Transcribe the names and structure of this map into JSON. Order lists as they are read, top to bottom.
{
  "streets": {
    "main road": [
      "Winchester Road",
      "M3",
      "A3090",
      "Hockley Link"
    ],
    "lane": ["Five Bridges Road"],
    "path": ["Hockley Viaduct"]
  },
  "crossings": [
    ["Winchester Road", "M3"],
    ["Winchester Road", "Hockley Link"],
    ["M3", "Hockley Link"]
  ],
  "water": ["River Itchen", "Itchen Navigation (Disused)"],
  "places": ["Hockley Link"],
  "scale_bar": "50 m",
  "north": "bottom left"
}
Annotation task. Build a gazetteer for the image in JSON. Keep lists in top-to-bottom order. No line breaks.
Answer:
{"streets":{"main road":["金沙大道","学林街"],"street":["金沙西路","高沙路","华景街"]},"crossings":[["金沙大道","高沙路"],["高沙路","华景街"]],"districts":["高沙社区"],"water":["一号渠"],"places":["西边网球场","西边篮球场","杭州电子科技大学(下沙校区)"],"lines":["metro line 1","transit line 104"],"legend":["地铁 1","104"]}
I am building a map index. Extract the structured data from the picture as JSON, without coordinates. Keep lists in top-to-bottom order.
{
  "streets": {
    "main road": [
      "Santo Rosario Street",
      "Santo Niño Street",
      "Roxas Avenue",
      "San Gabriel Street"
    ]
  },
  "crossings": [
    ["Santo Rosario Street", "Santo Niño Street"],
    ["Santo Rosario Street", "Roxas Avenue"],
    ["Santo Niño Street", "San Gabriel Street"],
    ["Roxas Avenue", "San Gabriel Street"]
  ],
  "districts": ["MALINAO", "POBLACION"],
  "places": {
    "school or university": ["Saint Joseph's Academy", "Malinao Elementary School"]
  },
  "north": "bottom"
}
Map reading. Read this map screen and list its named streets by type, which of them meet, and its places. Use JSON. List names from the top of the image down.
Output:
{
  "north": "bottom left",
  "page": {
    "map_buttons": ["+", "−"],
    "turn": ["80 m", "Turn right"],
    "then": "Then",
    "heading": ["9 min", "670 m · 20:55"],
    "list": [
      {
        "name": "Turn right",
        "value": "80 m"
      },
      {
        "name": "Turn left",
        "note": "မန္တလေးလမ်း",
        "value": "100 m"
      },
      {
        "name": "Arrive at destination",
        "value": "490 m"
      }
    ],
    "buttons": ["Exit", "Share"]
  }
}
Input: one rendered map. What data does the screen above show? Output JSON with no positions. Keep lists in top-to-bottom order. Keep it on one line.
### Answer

What the exercise asks:
Please output all the lines above exactly as given.

Answer below:
Transcribe the names and structure of this map into JSON. Order lists as they are read, top to bottom.
{
  "streets": {
    "main road": [
      "Winchester Road",
      "M3",
      "A3090",
      "Hockley Link"
    ],
    "lane": ["Five Bridges Road"],
    "path": ["Hockley Viaduct"]
  },
  "crossings": [
    ["Winchester Road", "M3"],
    ["Winchester Road", "Hockley Link"],
    ["M3", "Hockley Link"]
  ],
  "water": ["River Itchen", "Itchen Navigation (Disused)"],
  "places": ["Hockley Link"],
  "scale_bar": "50 m",
  "north": "bottom left"
}
Annotation task. Build a gazetteer for the image in JSON. Keep lists in top-to-bottom order. No line breaks.
Answer:
{"streets":{"main road":["金沙大道","学林街"],"street":["金沙西路","高沙路","华景街"]},"crossings":[["金沙大道","高沙路"],["高沙路","华景街"]],"districts":["高沙社区"],"water":["一号渠"],"places":["西边网球场","西边篮球场","杭州电子科技大学(下沙校区)"],"lines":["metro line 1","transit line 104"],"legend":["地铁 1","104"]}
I am building a map index. Extract the structured data from the picture as JSON, without coordinates. Keep lists in top-to-bottom order.
{
  "streets": {
    "main road": [
      "Santo Rosario Street",
      "Santo Niño Street",
      "Roxas Avenue",
      "San Gabriel Street"
    ]
  },
  "crossings": [
    ["Santo Rosario Street", "Santo Niño Street"],
    ["Santo Rosario Street", "Roxas Avenue"],
    ["Santo Niño Street", "San Gabriel Street"],
    ["Roxas Avenue", "San Gabriel Street"]
  ],
  "districts": ["MALINAO", "POBLACION"],
  "places": {
    "school or university": ["Saint Joseph's Academy", "Malinao Elementary School"]
  },
  "north": "bottom"
}
Map reading. Read this map screen and list its named streets by type, which of them meet, and its places. Use JSON. List names from the top of the image down.
Output:
{
  "north": "bottom left",
  "page": {
    "map_buttons": ["+", "−"],
    "turn": ["80 m", "Turn right"],
    "then": "Then",
    "heading": ["9 min", "670 m · 20:55"],
    "list": [
      {
        "name": "Turn right",
        "value": "80 m"
      },
      {
        "name": "Turn left",
        "note": "မန္တလေးလမ်း",
        "value": "100 m"
      },
      {
        "name": "Arrive at destination",
        "value": "490 m"
      }
    ],
    "buttons": ["Exit", "Share"]
  }
}
Input: one rendered map. What data does the screen above show? Output JSON with no positions. Keep lists in top-to-bottom order. Keep it on one line.
### Answer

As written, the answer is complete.